§ Data:
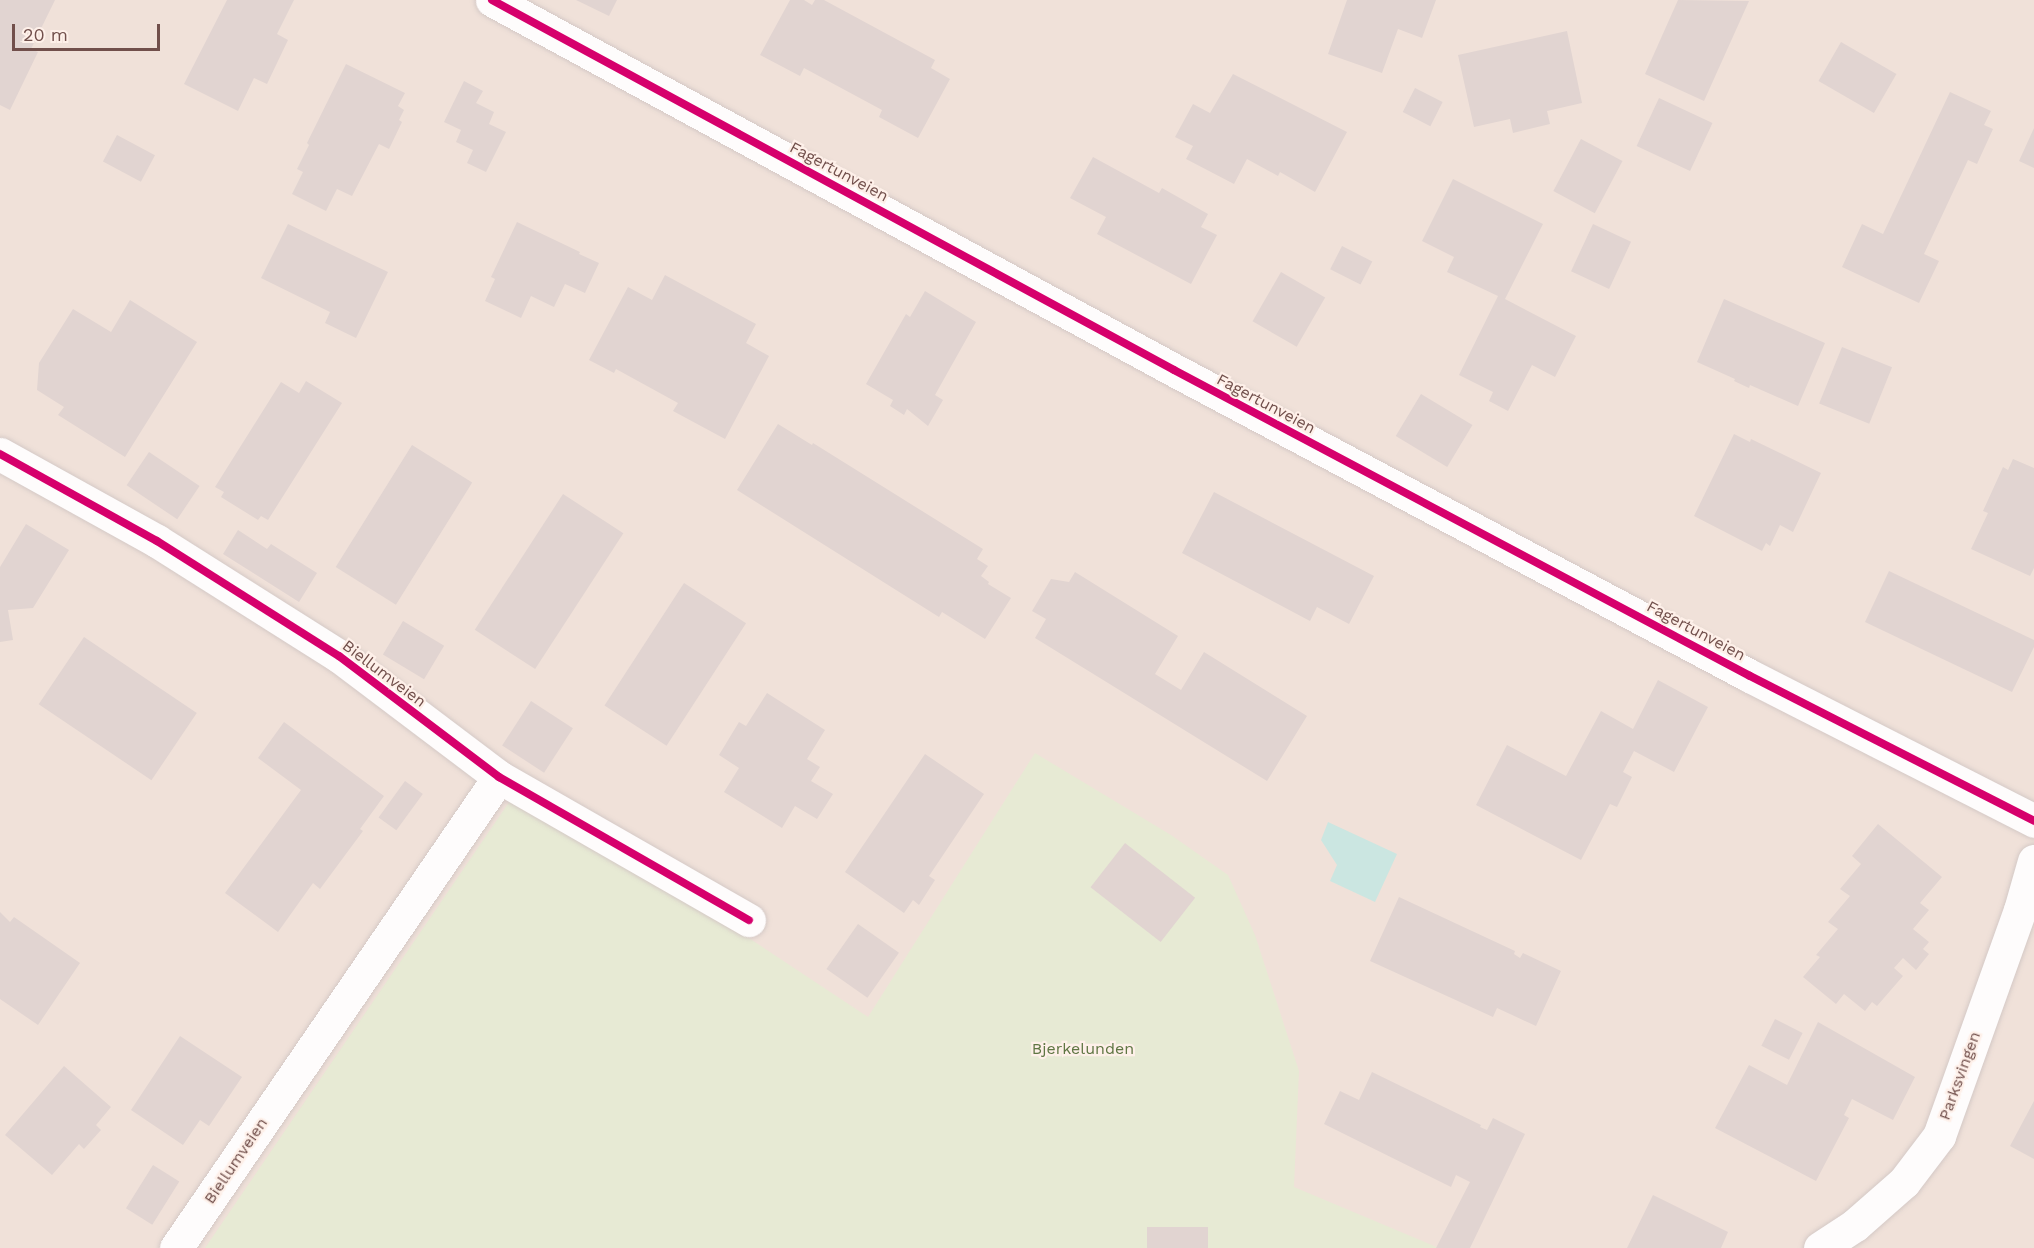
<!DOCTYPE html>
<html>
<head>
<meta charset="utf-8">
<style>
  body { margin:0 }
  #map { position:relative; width:2034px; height:1248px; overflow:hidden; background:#f5ede9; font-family:"Work Sans",sans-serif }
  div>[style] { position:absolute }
  .residential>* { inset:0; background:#f0e1d9; transform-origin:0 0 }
  .green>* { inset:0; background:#e7ead4 }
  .water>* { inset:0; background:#cbe6e1 }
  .building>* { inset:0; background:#e1d4d1; transform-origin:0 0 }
  .roads { filter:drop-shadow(0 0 2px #d4c9c6) drop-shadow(0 0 2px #d4c9c6) }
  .minor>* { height:33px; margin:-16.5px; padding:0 16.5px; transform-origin:16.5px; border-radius:16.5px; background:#fefcfc }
  .cycleway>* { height:8px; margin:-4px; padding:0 4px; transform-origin:4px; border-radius:4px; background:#d6006c }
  span { translate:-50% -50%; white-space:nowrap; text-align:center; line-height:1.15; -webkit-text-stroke:4.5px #fef0e9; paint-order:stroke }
  .street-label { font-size:16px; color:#714f4b }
  .park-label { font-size:16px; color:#5f7643 }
  .scale { position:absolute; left:12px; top:24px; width:148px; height:27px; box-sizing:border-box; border:3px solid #714f4b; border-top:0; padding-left:8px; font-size:18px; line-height:21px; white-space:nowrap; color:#714f4b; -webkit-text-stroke:4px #fef0e9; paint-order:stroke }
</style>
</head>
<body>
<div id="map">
  <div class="residential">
    <i style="left:0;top:0;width:2034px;height:1248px"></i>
  </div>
  <div class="green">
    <i style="clip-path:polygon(1035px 753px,1171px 835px,1228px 875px,1255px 935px,1299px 1071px,1294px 1187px,1439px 1248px,205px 1248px,520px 786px,868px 1017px)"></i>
  </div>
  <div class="water">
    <i style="clip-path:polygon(1328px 822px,1397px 854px,1375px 902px,1330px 881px,1337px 865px,1321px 840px)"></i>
  </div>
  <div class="building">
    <i style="clip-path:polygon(0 0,55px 0,31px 49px,38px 52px,10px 110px,0 105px)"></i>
    <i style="clip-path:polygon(227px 0,294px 0,277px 34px,288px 40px,267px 84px,254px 78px,238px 111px,184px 84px)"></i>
    <i style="clip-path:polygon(576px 0,617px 0,609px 16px)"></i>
    <i style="clip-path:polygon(790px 0,804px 0,812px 5px,815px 0,824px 0,935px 60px,931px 68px,950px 79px,918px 138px,879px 117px,882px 110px,804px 68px,800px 76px,760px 55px)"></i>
    <i style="clip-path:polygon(1347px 0,1436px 0,1422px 38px,1398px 29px,1382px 73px,1328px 54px)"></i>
    <i style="clip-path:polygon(1678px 0,1749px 1px,1704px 101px,1645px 74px)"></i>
    <i style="clip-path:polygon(1567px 31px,1582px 103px,1547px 111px,1550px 124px,1513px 133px,1510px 119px,1474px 127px,1458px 55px)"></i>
    <i style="left:1841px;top:42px;width:64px;height:45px;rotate:30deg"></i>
    <i style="clip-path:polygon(346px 64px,405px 93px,398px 106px,404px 110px,399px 120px,402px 122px,389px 149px,379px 144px,352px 196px,337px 189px,326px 211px,292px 194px,303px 172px,297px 169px,309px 145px,307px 143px)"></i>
    <i style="clip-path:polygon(1233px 74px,1347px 132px,1315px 192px,1280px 172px,1278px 176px,1247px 159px,1234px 184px,1186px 159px,1193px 146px,1175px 137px,1193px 104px,1210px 113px)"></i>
    <i style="clip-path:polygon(464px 81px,483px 91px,476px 103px,494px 112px,489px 124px,506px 132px,486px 172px,467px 163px,473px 150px,456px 142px,461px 130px,444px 122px)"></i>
    <i style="left:1415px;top:88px;width:31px;height:27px;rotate:27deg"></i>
    <i style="clip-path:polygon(1950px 92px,1991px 111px,1984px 125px,1993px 129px,1977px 164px,1968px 160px,1924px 254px,1939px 261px,1919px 303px,1842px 267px,1862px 224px,1883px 234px)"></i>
    <i style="left:1659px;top:98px;width:59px;height:53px;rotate:25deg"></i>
    <i style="clip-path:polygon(2034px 128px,2034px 168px,2019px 161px)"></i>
    <i style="left:117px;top:135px;width:43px;height:30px;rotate:28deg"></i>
    <i style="left:1581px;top:139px;width:47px;height:59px;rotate:28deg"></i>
    <i style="clip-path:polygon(1093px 157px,1159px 193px,1162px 188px,1208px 214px,1201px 227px,1217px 235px,1191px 284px,1097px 234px,1106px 217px,1070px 198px)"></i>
    <i style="clip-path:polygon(1453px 179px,1543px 224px,1505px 299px,1576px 336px,1555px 377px,1532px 365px,1508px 411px,1489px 401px,1493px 392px,1459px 375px,1498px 296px,1447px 272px,1454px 257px,1422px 241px)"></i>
    <i style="clip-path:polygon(517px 222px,580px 252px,579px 254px,599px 263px,585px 293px,565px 284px,554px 307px,531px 296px,521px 318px,485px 301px,495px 279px,491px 277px)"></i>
    <i style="clip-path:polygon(288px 224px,388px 272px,356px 338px,325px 323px,330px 312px,261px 278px)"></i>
    <i style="left:1593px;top:224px;width:42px;height:52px;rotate:25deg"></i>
    <i style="left:1342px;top:246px;width:34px;height:26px;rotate:27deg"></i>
    <i style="left:1281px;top:272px;width:51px;height:57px;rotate:30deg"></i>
    <i style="clip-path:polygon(665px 275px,756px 324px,746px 343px,769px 356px,725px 439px,673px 411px,678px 403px,616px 369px,614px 373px,589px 360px,628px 287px,652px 300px)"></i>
    <i style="clip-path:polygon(925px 291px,976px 322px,935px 395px,943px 400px,928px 426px,907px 409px,904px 415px,890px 406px,893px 400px,866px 384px,906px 314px,910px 317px)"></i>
    <i style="clip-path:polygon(1724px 299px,1825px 343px,1798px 406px,1750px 385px,1749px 388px,1734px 381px,1735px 379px,1697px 362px)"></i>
    <i style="clip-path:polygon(130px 300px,197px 342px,125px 457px,58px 415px,64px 407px,37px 390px,39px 363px,73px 309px,111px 332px)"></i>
    <i style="left:1842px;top:347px;width:54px;height:61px;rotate:22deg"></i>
    <i style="clip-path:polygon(306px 381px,342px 403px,268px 520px,261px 516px,258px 520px,221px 497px,224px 492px,215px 487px,281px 382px,299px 393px)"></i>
    <i style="left:1421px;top:394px;width:60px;height:49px;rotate:31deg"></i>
    <i style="clip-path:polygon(778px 424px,812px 445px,813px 443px,983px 549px,977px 559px,988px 566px,981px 576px,989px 582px,988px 584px,1011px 598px,985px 639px,942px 612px,939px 617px,737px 490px)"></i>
    <i style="clip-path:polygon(1734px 434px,1750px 442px,1751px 439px,1821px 473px,1793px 532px,1780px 525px,1770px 546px,1766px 543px,1762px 551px,1694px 516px)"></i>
    <i style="left:412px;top:445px;width:71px;height:144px;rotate:32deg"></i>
    <i style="left:149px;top:452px;width:61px;height:40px;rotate:34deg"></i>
    <i style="clip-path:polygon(2013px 459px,2034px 468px,2034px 568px,2030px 576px,1971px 549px,1988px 513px,1983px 511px,2003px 467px,2008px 470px)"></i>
    <i style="clip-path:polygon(1214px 492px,1374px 576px,1349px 624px,1317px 607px,1310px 621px,1182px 553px)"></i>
    <i style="left:563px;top:494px;width:72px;height:162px;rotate:33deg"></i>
    <i style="clip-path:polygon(26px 524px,69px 550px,33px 608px,8px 610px,13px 640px,0 642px,0 567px)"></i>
    <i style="clip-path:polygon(238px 530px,267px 549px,271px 544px,317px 573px,299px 602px,223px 554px)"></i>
    <i style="clip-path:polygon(1889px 571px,2034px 640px,2034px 647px,2012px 692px,1865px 622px)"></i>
    <i style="clip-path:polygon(1075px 572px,1178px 636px,1155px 674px,1181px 690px,1204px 652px,1307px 716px,1267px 781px,1035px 638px,1046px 619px,1032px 611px,1051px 579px,1069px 582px)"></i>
    <i style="left:684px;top:583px;width:74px;height:146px;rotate:33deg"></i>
    <i style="left:403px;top:621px;width:48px;height:39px;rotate:31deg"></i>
    <i style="left:84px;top:637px;width:136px;height:81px;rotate:34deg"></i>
    <i style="clip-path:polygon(1658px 680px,1708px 707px,1674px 772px,1634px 751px,1623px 772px,1632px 777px,1617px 807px,1610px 804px,1581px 860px,1476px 805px,1507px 745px,1566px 776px,1601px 711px,1633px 729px)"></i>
    <i style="clip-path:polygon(767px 693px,825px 730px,807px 759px,820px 767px,811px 781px,833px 794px,817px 819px,795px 806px,782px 828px,724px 792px,739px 768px,719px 755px,739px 722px,746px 726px)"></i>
    <i style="left:531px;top:701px;width:50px;height:53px;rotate:33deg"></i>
    <i style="clip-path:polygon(284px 722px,384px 796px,360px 829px,363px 831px,320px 889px,313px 883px,278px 932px,225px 893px,301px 790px,258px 758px)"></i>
    <i style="clip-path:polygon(925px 754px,984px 794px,929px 876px,935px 880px,919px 905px,913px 900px,904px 913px,845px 872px)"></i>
    <i style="left:405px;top:781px;width:22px;height:45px;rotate:36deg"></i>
    <i style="clip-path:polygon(1878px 824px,1942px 877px,1920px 903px,1929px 910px,1913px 929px,1929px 942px,1923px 949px,1929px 954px,1916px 970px,1903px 958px,1894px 968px,1903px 976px,1877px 1006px,1872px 1002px,1865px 1011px,1844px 994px,1836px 1004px,1803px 977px,1820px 957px,1816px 955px,1838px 929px,1828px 922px,1850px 896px,1840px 889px,1861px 864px,1852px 856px)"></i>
    <i style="left:1125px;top:843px;width:89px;height:56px;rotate:38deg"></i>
    <i style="clip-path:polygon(1399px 897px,1515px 951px,1514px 954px,1520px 958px,1523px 953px,1561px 971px,1536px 1026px,1497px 1008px,1493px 1017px,1370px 961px)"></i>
    <i style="clip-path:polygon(0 912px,10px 922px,14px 917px,80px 963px,38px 1025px,0 999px)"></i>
    <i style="left:858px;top:924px;width:50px;height:55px;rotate:35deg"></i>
    <i style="left:1775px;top:1019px;width:31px;height:30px;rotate:27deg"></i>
    <i style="clip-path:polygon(1818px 1022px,1915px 1077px,1893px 1120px,1852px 1099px,1844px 1115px,1849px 1118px,1816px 1181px,1715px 1128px,1749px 1065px,1787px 1085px)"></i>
    <i style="clip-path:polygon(180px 1036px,242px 1077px,209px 1126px,200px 1120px,183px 1145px,131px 1110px)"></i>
    <i style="clip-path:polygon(64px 1066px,111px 1107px,96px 1125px,101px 1130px,84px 1149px,79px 1144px,52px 1175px,5px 1135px)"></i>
    <i style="clip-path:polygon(1372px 1072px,1481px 1125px,1480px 1127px,1487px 1130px,1493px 1118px,1525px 1134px,1470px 1248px,1436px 1248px,1470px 1182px,1456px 1175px,1451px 1187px,1324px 1124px,1340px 1091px,1359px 1100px)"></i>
    <i style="clip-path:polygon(2034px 1101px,2034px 1159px,2010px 1146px)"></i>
    <i style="left:153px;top:1165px;width:31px;height:51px;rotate:32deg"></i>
    <i style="clip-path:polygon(1653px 1195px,1728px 1232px,1721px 1248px,1627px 1248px)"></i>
    <i style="left:1147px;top:1227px;width:61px;height:21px"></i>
  </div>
  <div class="roads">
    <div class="minor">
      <i style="left:492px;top:0;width:776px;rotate:28.48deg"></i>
      <i style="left:1174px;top:370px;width:652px;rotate:27.98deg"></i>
      <i style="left:1750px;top:676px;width:319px;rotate:27deg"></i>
      <i style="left:0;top:454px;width:179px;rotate:29deg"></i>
      <i style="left:157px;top:541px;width:215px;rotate:32.3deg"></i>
      <i style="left:339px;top:656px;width:201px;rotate:37.1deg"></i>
      <i style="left:499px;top:777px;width:288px;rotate:29.8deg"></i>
      <i style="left:176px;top:1248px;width:571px;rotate:-55.56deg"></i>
      <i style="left:1820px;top:1248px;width:42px;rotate:-33.3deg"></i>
      <i style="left:1855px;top:1225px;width:65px;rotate:-41.3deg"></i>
      <i style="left:1904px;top:1182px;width:58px;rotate:-52.7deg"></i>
      <i style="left:1939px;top:1136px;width:240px;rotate:-70.3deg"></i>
      <i style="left:2020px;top:910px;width:51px;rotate:-74.1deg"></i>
    </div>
  </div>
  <div class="cycleway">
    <i style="left:492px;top:0;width:776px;rotate:28.48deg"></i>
    <i style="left:1174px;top:370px;width:652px;rotate:27.98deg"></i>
    <i style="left:1750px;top:676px;width:319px;rotate:27deg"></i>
    <i style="left:0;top:454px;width:179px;rotate:29deg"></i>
    <i style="left:157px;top:541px;width:215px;rotate:32.3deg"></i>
    <i style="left:339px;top:656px;width:201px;rotate:37.1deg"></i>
    <i style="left:499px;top:777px;width:288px;rotate:29.8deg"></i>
  </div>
  <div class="street-label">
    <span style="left:839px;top:172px;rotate:28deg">Fagertunveien</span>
    <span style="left:1266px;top:404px;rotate:28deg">Fagertunveien</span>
    <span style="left:1696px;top:631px;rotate:28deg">Fagertunveien</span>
    <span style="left:384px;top:674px;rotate:37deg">Biellumveien</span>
    <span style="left:1960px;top:1076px;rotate:-70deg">Parksvingen</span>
    <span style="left:236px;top:1161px;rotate:-56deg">Biellumveien</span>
  </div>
  <div class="park-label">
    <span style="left:1083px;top:1049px">Bjerkelunden</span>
  </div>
  <div class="scale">20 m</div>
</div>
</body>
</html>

§ Your goal: Starting at the top of the listing above, reproduce each line up to and including the one with "position:relative; width:2034px; height:1248px;"; omit the pictures.

§ Expected answer:
<!DOCTYPE html>
<html>
<head>
<meta charset="utf-8">
<style>
  body { margin:0 }
  #map { position:relative; width:2034px; height:1248px; overflow:hidden; background:#f5ede9; font-family:"Work Sans",sans-serif }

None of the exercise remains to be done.